<h1 style='text-align: center; font-size:300%'>`שכב` Valency</h1>
<p style ='text-align: center;'><strong>What factors determine how the verb שכב ('to lie') is translated?</strong></p>

In [47]:
from datetime import datetime
print('Notebook last modified on {}'.format(datetime.now().__str__()))

Notebook last modified on 2017-01-15 22:42:43.568100


# Methodology
The goal is to inventory and categorise the various satellites surrounding the verb שכב ("to lie") in biblical Hebrew in order to determine which elements give rise to which semantic meanings of שכב. Valency tracks the interaction between semantics and syntax.

In Dyk et al. they suggest that few "watertight" methods exist to separate obligatory, complement functions from non-obligatory, adjunctive functions. (see [Dyk, Glanz, Oosting, "Analysing Valence Patterns,"](https://shebanq.ancient-data.org/shebanq/static/docs/methods/2014_Dyk_jnsl.pdf) 4-5). They apply a "distributional method" as follows:

* "Collect all occurrences of a verb with the complete patterns of elements occurring in the data."
* "Sort these by pattern."
* "Analyse the differences between the various patterns, observing what relation the separate sentence constituents have to the verb." *(Dyk et al., 6)*

For this notebook, adjuncts and complements are treated more or less the same since some of the categories are mis-labeled in etcbc4c. 

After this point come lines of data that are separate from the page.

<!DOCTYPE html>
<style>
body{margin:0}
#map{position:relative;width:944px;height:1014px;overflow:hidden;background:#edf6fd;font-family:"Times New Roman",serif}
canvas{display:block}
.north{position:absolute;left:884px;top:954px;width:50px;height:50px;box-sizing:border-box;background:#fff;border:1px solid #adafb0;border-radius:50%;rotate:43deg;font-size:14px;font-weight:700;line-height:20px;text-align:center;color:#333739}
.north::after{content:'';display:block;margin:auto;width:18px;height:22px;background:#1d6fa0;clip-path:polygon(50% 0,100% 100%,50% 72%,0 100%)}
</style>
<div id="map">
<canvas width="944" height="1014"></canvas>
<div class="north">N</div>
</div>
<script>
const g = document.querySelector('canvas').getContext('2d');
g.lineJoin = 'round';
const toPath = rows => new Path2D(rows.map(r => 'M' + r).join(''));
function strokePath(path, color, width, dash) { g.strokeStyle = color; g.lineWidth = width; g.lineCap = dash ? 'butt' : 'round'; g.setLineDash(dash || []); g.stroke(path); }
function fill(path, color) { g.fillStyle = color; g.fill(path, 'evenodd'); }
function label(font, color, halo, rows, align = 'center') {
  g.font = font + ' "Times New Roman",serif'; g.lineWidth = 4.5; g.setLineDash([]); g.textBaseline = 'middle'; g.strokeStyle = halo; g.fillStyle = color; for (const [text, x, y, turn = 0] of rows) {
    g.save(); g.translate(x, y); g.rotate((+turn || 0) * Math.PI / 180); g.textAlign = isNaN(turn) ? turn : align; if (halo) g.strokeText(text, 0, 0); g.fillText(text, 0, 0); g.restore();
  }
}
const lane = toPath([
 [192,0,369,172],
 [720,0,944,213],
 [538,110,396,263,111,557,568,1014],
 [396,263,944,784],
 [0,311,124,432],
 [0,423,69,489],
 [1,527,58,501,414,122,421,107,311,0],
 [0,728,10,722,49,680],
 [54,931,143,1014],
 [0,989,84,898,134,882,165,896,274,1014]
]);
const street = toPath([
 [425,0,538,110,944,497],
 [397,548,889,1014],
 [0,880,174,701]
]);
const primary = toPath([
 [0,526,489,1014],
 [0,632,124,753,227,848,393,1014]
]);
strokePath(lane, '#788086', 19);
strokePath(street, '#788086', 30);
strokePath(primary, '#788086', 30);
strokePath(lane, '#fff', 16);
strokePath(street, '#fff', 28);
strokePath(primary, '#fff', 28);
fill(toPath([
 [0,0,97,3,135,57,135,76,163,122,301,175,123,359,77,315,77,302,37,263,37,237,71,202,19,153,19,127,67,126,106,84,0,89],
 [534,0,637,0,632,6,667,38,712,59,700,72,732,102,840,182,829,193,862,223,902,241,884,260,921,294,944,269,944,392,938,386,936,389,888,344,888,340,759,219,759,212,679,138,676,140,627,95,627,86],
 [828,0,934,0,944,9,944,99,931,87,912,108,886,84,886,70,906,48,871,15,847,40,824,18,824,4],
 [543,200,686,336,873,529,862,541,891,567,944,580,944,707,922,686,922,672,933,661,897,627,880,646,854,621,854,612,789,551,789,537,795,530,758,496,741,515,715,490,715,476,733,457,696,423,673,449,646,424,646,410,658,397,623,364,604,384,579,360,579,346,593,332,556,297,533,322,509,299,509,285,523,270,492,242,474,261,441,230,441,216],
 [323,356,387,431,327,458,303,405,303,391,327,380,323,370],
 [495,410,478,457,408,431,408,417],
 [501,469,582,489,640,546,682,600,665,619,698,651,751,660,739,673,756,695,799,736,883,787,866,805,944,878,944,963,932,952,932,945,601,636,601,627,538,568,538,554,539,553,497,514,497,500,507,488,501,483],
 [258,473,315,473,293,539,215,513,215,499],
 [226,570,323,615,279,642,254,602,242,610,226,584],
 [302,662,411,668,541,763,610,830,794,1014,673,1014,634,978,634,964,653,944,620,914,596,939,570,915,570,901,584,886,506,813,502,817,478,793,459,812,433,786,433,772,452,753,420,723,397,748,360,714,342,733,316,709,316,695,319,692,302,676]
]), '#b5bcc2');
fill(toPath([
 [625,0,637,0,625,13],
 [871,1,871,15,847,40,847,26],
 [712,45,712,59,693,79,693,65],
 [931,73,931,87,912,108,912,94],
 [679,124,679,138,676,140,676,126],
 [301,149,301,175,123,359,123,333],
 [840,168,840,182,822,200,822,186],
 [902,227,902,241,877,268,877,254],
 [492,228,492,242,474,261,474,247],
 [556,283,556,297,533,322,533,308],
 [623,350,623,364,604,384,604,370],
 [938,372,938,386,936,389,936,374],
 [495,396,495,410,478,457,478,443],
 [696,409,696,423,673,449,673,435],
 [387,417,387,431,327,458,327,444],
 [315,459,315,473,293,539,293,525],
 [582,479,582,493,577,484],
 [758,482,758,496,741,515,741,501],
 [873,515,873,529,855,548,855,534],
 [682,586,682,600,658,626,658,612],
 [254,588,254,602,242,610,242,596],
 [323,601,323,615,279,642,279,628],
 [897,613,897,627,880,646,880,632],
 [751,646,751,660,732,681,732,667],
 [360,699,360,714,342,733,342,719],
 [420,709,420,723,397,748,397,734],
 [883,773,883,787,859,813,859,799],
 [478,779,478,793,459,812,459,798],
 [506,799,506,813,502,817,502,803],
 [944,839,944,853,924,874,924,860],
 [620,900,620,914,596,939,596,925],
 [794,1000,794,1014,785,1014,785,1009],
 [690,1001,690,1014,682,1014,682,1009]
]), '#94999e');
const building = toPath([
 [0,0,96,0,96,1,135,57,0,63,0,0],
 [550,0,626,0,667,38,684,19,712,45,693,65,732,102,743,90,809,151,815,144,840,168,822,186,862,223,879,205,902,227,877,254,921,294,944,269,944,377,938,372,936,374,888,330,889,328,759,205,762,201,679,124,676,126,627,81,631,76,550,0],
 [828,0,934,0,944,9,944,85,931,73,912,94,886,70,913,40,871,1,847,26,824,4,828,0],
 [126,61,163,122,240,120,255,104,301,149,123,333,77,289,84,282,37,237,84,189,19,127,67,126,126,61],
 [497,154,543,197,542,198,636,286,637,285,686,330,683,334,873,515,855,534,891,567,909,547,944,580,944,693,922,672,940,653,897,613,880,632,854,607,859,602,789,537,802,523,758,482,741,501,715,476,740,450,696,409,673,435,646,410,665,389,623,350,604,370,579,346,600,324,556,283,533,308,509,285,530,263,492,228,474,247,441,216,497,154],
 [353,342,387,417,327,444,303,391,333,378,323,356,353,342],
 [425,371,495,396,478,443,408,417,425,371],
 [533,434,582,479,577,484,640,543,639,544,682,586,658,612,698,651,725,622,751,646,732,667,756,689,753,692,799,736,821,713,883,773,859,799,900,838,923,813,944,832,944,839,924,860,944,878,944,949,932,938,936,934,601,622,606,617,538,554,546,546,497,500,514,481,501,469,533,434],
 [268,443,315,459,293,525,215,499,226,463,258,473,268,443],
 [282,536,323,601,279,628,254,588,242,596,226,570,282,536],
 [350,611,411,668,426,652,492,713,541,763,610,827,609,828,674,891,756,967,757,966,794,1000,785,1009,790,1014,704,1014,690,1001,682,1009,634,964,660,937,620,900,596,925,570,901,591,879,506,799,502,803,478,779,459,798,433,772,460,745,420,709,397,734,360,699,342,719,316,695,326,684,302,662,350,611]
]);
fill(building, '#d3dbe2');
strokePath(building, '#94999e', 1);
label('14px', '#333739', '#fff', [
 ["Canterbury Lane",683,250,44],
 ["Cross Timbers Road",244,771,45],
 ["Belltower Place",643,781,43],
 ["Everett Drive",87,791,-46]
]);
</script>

The [Roorda/Dyk valency corrections notebook](https://shebanq.ancient-data.org/shebanq/static/docs/tools/valence/corr_enrich.html) informed and inspired many of the queries created in this notebook.

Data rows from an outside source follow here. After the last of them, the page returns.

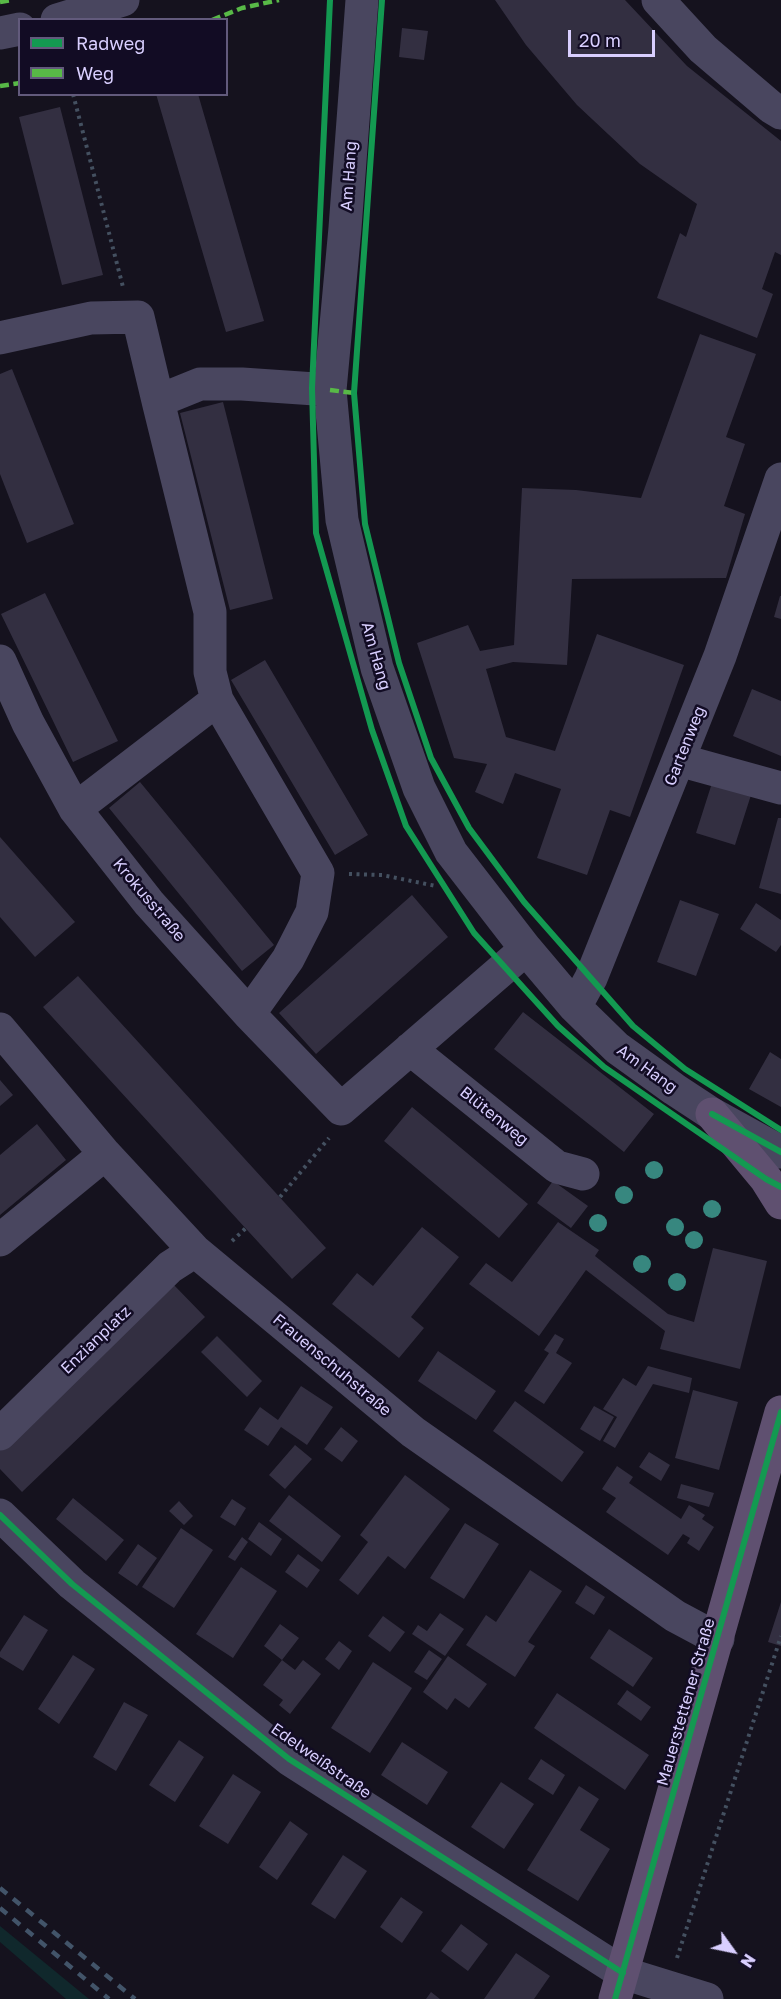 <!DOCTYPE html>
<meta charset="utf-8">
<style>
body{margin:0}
#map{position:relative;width:781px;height:1999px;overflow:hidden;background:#15121e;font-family:"Golos Text",sans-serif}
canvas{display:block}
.legend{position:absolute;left:18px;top:18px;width:210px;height:78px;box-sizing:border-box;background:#120c24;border:2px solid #625a7c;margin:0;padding:8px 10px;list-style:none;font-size:18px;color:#d9cfff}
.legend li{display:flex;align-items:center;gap:12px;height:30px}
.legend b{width:30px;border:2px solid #625a7c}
.north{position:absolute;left:703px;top:1921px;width:60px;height:60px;-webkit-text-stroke:4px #120c24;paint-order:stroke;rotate:123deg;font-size:16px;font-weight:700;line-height:24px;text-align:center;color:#d9cfff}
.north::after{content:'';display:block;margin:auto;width:21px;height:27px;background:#d9cfff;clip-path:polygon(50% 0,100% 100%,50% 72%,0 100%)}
.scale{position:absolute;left:568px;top:30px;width:87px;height:27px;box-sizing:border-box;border:3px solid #d9cfff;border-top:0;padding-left:8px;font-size:18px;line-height:21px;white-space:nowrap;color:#d9cfff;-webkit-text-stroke:4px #120c24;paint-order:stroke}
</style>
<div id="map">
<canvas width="781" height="1999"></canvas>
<ul class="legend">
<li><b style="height:8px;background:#139951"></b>Radweg</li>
<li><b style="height:8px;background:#58b947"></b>Weg</li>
</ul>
<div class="north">N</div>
<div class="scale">20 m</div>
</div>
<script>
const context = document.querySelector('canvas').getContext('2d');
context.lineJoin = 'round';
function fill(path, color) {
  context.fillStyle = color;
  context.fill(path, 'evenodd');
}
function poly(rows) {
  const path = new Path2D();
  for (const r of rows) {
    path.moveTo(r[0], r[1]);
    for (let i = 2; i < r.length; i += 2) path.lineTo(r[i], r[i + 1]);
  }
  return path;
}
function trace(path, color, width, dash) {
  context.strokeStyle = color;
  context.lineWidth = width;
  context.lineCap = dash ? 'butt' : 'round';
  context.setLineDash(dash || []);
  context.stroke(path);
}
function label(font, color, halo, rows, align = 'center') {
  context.font = font + ' "Golos Text",sans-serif';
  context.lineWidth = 5;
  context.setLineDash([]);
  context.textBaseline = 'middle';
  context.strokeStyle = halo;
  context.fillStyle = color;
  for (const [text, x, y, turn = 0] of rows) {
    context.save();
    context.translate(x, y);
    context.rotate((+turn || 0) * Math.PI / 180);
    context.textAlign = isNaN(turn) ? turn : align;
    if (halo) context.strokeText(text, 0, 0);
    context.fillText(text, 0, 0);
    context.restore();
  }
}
const green = poly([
 [0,1926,89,1999,66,1999,0,1942]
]);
const building = poly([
 [495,0,625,0,687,66,781,141,781,255,775,252,762,289,773,294,757,338,657,298,680,233,686,237,697,204,640,164,577,105,526,45],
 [402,28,428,31,424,60,399,57],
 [156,94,198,94,264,321,226,332],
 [60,107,103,275,62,285,19,117],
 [700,334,756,354,726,437,745,444,724,506,745,514,726,578,572,579,567,665,513,662,486,669,506,737,555,751,597,634,684,665,630,817,610,810,587,875,537,858,561,789,515,773,503,804,475,792,487,764,454,758,417,643,468,625,480,651,514,645,522,488,576,490,641,498],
 [12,369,74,524,27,543,0,474,0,374],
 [223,402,273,599,230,610,180,413],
 [45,593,118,741,73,762,1,614],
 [780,596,781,596,781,619,774,617],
 [265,660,368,835,335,855,231,680],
 [752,689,781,701,781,756,733,736],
 [140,782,274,945,242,971,109,808],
 [712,783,751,795,735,845,696,833],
 [778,818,781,818,781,894,759,888],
 [0,837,75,922,35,957,0,917],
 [412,895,448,937,316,1054,279,1013],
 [680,900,719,914,696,976,657,962],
 [756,903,781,920,781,945,776,952,740,929],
 [78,976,326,1248,292,1279,43,1007],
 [523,1012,654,1114,624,1152,494,1049],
 [770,1052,781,1059,781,1107,749,1089],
 [0,1080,13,1095,0,1106],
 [412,1107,528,1204,499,1238,384,1141],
 [37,1124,66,1160,0,1215,0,1155],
 [553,1181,588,1206,571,1228,537,1203],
 [558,1222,599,1250,595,1256,668,1314,694,1322,713,1248,767,1261,740,1369,660,1349,665,1331,586,1270,539,1336,469,1284,486,1263,512,1282],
 [422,1227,459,1257,411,1317,424,1328,399,1358,332,1304,357,1273,373,1286],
 [172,1283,205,1317,22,1492,0,1469,0,1448],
 [555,1334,564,1339,556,1353,572,1363,544,1404,524,1391,549,1353,544,1350],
 [217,1336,262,1381,247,1397,201,1352],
 [438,1351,496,1391,476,1420,418,1381],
 [648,1366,692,1378,689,1393,653,1384,615,1448,603,1441,617,1417,603,1409,623,1378,636,1386],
 [301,1386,333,1407,307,1445,281,1427,268,1446,244,1430,260,1407,278,1420],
 [693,1390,738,1402,719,1470,675,1458],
 [515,1401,584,1452,562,1482,493,1431],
 [594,1406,614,1417,600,1441,580,1429],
 [341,1427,358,1441,342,1462,324,1449],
 [295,1445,312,1459,285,1489,269,1475],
 [649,1452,670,1465,661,1481,639,1467],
 [617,1466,633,1477,629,1483,681,1519,689,1505,705,1515,702,1519,714,1527,699,1551,687,1543,690,1538,683,1534,668,1555,606,1512,616,1498,602,1489],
 [405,1475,450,1509,405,1569,388,1556,358,1595,339,1580,368,1542,360,1535],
 [681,1484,714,1493,709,1507,677,1498],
 [289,1495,341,1536,322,1562,269,1521],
 [73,1498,124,1540,106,1561,56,1519],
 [232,1499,246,1508,235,1526,220,1517],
 [179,1501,193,1516,184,1525,169,1511],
 [259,1522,282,1539,271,1556,248,1539],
 [465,1523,499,1544,464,1599,430,1578],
 [181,1528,213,1550,174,1608,142,1587],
 [242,1537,248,1542,235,1561,228,1557],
 [138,1544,157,1558,137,1586,118,1573],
 [298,1554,320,1570,307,1588,285,1572],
 [241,1567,277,1591,233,1658,196,1634],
 [530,1570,562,1591,528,1642,535,1646,515,1677,466,1645,486,1615,496,1622],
 [586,1585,605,1597,594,1615,575,1603],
 [781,1602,781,1646,768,1642],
 [440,1613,464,1629,445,1656,412,1634,418,1625,427,1631],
 [24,1615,48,1630,23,1671,0,1657,0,1652],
 [383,1616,405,1632,390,1652,368,1636],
 [280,1624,299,1638,282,1660,264,1646],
 [609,1629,653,1658,633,1687,590,1658],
 [339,1641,352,1651,339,1670,325,1659],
 [429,1650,442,1659,427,1680,414,1672],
 [73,1655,95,1669,59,1724,38,1709],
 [448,1656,487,1684,469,1708,455,1698,447,1710,423,1692],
 [282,1660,295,1670,303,1660,321,1674,290,1714,279,1705,283,1700,263,1685],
 [373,1662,412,1688,370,1753,331,1728],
 [627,1690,651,1707,641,1721,617,1704],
 [557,1693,649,1755,625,1790,534,1728],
 [124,1702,148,1715,116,1771,93,1757],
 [179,1740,204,1757,175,1802,149,1785],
 [402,1742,448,1772,427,1805,381,1775],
 [541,1759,565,1775,553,1795,528,1779],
 [233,1774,261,1792,228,1844,199,1826],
 [501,1782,534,1804,504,1849,471,1827],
 [579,1786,599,1799,580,1830,610,1849,578,1901,527,1870],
 [290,1821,308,1834,277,1880,259,1867],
 [343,1855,367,1871,335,1919,311,1904],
 [401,1897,423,1912,402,1943,380,1927],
 [461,1924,488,1944,468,1971,441,1951],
 [516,1953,550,1976,534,1999,484,1999],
 [431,1992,440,1999,426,1999]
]);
const path = poly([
 [73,94,123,287],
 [349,874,382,875,436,886],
 [280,1197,329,1138],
 [232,1241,246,1228],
 [677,1958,781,1636]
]);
const minor = poly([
 [362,0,345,228,330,390,342,520,377,668,419,788,451,852,526,949,575,1007,617,1048,674,1089,712,1114,781,1152],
 [658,0,703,49,771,107,781,113],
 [57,20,123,0],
 [0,33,20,29],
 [0,338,91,318,138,317,158,401,200,384,242,384,330,390],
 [158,401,210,612,210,672,217,700,318,873,312,912,288,959,249,1014],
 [0,661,28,723,75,809,149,903,249,1014,341,1109,526,949],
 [679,760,781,788],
 [75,809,217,700],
 [575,1007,591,978,720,656,781,479],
 [0,1029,105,1154,195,1251,413,1432,675,1616,718,1639],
 [410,1049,557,1167,583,1174],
 [0,1240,105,1154],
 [0,1434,170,1267,195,1251],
 [0,1515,72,1584,289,1759,623,1973,707,1999]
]);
const major = poly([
 [712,1114,766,1179,781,1203],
 [615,1999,781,1412]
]);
const rail = poly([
 [0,1888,135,1999],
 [0,1908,109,1999]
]);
const quiet = poly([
 [0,2,13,0],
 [212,20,242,8,279,0],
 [0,86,20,83],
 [330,390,354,393]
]);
const cycleway = poly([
 [330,0,312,388,316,533,372,730,406,826,474,933,558,1026,604,1067,766,1179,781,1187],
 [382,0,354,393,365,524,399,663,431,758,469,828,524,902,633,1026,685,1069,781,1130],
 [712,1114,781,1152],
 [0,1515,72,1584,289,1759,623,1973],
 [615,1999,781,1412]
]);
const trees = [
 [654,1170],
 [624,1195],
 [712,1209],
 [598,1223],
 [675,1227],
 [694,1240],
 [642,1264],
 [677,1282]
];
const streetNames = [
 ["Am Hang",349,176,-86],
 ["Am Hang",376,656,74],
 ["Gartenweg",685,746,-68],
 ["Krokusstraße",149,900,50],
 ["Am Hang",647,1069,36],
 ["Blütenweg",494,1116,39],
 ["Enzianplatz",96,1340,-44],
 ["Frauenschuhstraße",332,1365,40],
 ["Mauerstettener Straße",686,1702,-74],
 ["Edelweißstraße",321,1761,35]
];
fill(green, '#10282c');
fill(building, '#332f41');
trace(path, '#445060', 4, [3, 4.5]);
trace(minor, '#49465f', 33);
trace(major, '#5f5070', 33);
trace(rail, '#425469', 4.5, [9, 8]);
trace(quiet, '#58b947', 4.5, [9, 4.5]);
trace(cycleway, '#139951', 6);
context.fillStyle = '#37877f';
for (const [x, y] of trees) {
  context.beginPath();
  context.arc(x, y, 9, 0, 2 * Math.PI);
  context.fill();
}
label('16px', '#d9cfff', '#120c24', streetNames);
</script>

The [CKB_valency_rough.ipynb](https://github.com/codykingham/textfabric_notebooks/tree/master/שכב%20valency/preliminary/CKB_valency_rough.ipynb) is the predecessor to this one. There, satellite groups are organised based on rough, basic parameters like the presence or absence of a preposition. The rough spreadsheets exported by that notebook form the background for the rules used in this notebook. 

## Procedures

### 1. Gather clauses in which  שכב  serves the predicate role.
### 2. Process the clause's satellites based on a checklist of rules; these include checking for various idioms, prepositions, and noun types.
### 3. Export the clauses and their satellites to a segmented, organised spreadsheet for further analysis.
### 4. See the final results [here](https://github.com/codykingham/textfabric_notebooks/tree/master/שכב%20valency/CKB_valency_groups.csv)

In [48]:
# load and import necessary modules

import json, csv
from collections import *
from pprint import pprint
from tf.fabric import Fabric

TF = Fabric(modules='Hebrew/etcbc4c')
api = TF.load("""otype
                 book chapter verse
                 function pdp sp vs prs st rela
                 lex g_cons_utf8 g_word_utf8 g_prs_utf8 nu
                 lex_utf8
                 nametype ls gloss uvf
                 freq_lex
                """)
api.makeAvailableIn(globals())

This is Text-Fabric 2.3.0
Api reference : https://github.com/ETCBC/text-fabric/wiki/Api
Tutorial      : https://github.com/ETCBC/text-fabric/blob/master/docs/tutorial.ipynb
Data sources  : https://github.com/ETCBC/text-fabric-data
Data docs     : https://etcbc.github.io/text-fabric-data
Shebanq docs  : https://shebanq.ancient-data.org/text
Slack team    : https://shebanq.slack.com/signup
Questions? Ask shebanq@ancient-data.org for an invite to Slack
109 features found and 0 ignored
  0.00s loading features ...
   |     0.04s B otype                from /Users/Cody/github/text-fabric-data/Hebrew/etcbc4c
   |     0.01s B book                 from /Users/Cody/github/text-fabric-data/Hebrew/etcbc4c
   |     0.01s B chapter              from /Users/Cody/github/text-fabric-data/Hebrew/etcbc4c
   |     0.01s B verse                from /Users/Cody/github/text-fabric-data/Hebrew/etcbc4c
   |     0.20s B g_cons_utf8          from /Users/Cody/github/text-fabric-data/Hebrew/etcbc4c
   |     0.34s

## 1. Gather clauses in which  שכב  serves the predicate role.

In [49]:
target = 'CKB['
stem = 'qal'
predicateFunctions = {'Pred', 'PreS', 'PreO', 'PreC', 'PtcO', 'PrcS'} 

ckbClauses = set(L.u(w, otype='clause_atom')[0] for w in F.otype.s('word') 
                     if F.lex.v(w) == target 
                     and F.vs.v(w) == stem
                     and F.function.v(L.u(w, otype='phrase')[0]) in predicateFunctions
                )
len(ckbClauses)

195

## 2. Process the clause's satellites based on a checklist of rules; these include checking for various idioms, prepositions, and noun types.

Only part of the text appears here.